Task brief ▸
Start at the line below containing "font-size:14px; color:#b5d3f5; font-style:italic" and stop at the line containing "0,139px 0,139px 4px,122px". Repeat every line of that stretch exactly, and nothing outside it.

(Task material begins)

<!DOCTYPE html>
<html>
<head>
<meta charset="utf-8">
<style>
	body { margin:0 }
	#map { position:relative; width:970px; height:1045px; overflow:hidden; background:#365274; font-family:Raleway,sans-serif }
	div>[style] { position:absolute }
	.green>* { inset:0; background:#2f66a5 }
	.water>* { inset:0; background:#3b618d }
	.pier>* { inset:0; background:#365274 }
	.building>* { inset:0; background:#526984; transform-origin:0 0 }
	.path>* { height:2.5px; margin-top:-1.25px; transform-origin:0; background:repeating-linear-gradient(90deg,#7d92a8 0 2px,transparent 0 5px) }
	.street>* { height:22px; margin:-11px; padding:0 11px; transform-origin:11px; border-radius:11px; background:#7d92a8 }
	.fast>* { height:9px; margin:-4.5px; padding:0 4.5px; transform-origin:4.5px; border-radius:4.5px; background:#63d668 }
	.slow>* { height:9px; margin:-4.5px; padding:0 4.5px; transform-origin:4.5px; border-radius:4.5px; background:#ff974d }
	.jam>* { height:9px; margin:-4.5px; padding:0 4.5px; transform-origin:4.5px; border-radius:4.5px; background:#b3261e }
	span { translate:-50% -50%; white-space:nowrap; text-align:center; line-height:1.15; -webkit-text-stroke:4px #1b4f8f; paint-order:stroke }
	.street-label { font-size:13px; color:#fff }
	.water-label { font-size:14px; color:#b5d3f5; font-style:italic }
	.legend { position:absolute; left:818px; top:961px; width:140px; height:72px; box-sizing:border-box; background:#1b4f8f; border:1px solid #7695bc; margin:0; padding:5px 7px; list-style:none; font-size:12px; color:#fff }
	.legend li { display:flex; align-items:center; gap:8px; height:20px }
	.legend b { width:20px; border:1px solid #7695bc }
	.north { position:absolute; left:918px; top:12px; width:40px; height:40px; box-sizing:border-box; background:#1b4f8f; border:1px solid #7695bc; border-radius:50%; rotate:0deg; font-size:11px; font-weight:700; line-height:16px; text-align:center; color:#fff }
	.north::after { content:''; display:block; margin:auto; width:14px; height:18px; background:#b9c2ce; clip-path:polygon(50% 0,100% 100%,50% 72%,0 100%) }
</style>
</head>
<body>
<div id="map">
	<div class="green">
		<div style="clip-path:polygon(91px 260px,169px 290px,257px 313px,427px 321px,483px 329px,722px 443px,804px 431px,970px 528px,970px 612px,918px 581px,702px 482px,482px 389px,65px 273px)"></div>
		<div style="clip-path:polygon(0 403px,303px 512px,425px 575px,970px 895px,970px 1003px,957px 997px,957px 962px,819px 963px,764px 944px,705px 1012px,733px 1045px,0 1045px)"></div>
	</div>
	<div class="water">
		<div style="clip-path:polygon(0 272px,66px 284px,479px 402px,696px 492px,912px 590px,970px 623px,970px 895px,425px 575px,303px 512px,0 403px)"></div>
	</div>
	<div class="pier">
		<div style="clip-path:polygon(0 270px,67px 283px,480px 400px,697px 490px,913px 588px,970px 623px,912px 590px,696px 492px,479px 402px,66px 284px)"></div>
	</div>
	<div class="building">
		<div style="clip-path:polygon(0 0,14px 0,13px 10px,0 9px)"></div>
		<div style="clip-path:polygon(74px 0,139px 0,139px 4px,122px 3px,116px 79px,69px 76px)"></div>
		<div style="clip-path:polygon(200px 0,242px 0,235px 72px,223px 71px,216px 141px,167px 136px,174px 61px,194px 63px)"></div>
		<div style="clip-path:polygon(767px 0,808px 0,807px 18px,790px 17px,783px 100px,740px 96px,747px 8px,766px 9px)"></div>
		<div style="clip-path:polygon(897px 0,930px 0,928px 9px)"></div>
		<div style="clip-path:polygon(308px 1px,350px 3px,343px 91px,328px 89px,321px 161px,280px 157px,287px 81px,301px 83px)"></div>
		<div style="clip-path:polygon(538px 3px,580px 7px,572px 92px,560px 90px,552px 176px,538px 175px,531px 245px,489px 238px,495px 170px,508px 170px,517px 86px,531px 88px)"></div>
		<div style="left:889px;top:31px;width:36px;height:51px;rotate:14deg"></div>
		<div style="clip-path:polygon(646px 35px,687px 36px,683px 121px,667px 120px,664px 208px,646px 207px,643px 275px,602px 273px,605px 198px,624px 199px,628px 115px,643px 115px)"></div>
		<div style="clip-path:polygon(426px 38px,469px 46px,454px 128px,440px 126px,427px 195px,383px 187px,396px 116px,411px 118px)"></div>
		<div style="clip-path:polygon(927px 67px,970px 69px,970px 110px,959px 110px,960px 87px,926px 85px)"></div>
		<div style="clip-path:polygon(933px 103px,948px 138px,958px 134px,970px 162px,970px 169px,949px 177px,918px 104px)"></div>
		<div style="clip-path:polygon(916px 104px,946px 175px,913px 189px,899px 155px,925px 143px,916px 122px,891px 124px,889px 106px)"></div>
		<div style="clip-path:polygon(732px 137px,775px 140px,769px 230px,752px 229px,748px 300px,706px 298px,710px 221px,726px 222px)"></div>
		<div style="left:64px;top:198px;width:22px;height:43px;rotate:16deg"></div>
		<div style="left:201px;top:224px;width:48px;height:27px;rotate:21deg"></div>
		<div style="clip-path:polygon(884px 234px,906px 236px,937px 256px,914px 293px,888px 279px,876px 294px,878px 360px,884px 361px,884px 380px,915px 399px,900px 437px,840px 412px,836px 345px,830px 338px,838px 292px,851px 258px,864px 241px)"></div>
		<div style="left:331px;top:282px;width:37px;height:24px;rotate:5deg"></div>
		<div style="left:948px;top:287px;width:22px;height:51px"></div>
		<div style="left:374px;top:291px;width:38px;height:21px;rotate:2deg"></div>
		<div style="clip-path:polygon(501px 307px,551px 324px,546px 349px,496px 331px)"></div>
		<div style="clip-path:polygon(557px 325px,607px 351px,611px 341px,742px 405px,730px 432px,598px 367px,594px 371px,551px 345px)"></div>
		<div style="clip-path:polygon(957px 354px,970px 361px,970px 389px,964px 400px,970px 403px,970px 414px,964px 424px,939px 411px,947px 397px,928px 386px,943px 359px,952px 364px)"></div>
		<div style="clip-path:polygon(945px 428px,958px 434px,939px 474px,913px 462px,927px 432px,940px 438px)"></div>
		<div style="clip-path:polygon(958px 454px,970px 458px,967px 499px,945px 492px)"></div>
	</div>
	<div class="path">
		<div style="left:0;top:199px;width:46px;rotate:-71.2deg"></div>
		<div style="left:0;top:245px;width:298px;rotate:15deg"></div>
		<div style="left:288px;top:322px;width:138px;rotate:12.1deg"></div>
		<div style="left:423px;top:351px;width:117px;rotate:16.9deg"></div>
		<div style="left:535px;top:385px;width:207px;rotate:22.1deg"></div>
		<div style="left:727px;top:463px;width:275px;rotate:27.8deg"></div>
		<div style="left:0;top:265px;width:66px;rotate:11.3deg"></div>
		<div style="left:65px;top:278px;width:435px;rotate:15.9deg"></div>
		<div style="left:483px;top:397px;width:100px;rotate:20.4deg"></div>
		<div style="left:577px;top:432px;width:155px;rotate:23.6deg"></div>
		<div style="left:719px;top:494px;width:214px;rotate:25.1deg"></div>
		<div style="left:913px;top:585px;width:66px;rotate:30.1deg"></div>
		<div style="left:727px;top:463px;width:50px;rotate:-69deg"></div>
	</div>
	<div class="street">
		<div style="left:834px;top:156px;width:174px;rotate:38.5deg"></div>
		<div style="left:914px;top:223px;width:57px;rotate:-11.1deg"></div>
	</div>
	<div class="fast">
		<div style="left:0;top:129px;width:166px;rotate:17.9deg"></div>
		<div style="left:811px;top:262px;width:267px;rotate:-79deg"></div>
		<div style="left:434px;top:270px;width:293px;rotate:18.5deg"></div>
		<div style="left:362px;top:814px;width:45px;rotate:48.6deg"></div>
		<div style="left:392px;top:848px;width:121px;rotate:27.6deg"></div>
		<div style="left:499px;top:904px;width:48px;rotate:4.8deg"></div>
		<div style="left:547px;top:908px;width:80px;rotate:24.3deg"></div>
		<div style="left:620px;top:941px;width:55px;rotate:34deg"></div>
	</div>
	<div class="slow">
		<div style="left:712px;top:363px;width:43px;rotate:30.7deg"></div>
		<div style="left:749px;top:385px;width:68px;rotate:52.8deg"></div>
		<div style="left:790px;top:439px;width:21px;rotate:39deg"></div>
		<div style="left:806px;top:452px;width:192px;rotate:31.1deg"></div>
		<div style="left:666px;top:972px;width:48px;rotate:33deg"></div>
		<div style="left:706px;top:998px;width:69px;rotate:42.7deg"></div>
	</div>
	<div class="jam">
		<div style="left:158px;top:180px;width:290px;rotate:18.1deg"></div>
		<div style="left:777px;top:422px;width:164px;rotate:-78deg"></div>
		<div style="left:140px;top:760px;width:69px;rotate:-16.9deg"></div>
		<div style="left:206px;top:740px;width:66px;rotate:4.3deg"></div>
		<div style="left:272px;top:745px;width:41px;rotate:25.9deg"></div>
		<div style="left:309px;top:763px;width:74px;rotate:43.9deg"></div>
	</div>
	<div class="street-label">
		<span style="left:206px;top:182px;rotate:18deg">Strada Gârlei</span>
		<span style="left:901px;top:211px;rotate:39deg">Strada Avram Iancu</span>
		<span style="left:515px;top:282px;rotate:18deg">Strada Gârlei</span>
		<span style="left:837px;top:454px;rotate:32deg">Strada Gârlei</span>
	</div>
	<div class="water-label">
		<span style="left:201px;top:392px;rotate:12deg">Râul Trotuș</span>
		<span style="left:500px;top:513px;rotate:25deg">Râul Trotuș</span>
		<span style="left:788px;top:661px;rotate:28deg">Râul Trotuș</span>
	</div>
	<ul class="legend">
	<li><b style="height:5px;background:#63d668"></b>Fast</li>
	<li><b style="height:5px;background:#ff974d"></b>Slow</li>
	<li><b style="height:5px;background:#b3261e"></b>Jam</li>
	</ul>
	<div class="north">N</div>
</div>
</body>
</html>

(Task material ends)

Result of this task ▸
	.water-label { font-size:14px; color:#b5d3f5; font-style:italic }
	.legend { position:absolute; left:818px; top:961px; width:140px; height:72px; box-sizing:border-box; background:#1b4f8f; border:1px solid #7695bc; margin:0; padding:5px 7px; list-style:none; font-size:12px; color:#fff }
	.legend li { display:flex; align-items:center; gap:8px; height:20px }
	.legend b { width:20px; border:1px solid #7695bc }
	.north { position:absolute; left:918px; top:12px; width:40px; height:40px; box-sizing:border-box; background:#1b4f8f; border:1px solid #7695bc; border-radius:50%; rotate:0deg; font-size:11px; font-weight:700; line-height:16px; text-align:center; color:#fff }
	.north::after { content:''; display:block; margin:auto; width:14px; height:18px; background:#b9c2ce; clip-path:polygon(50% 0,100% 100%,50% 72%,0 100%) }
</style>
</head>
<body>
<div id="map">
	<div class="green">
		<div style="clip-path:polygon(91px 260px,169px 290px,257px 313px,427px 321px,483px 329px,722px 443px,804px 431px,970px 528px,970px 612px,918px 581px,702px 482px,482px 389px,65px 273px)"></div>
		<div style="clip-path:polygon(0 403px,303px 512px,425px 575px,970px 895px,970px 1003px,957px 997px,957px 962px,819px 963px,764px 944px,705px 1012px,733px 1045px,0 1045px)"></div>
	</div>
	<div class="water">
		<div style="clip-path:polygon(0 272px,66px 284px,479px 402px,696px 492px,912px 590px,970px 623px,970px 895px,425px 575px,303px 512px,0 403px)"></div>
	</div>
	<div class="pier">
		<div style="clip-path:polygon(0 270px,67px 283px,480px 400px,697px 490px,913px 588px,970px 623px,912px 590px,696px 492px,479px 402px,66px 284px)"></div>
	</div>
	<div class="building">
		<div style="clip-path:polygon(0 0,14px 0,13px 10px,0 9px)"></div>
		<div style="clip-path:polygon(74px 0,139px 0,139px 4px,122px 3px,116px 79px,69px 76px)"></div>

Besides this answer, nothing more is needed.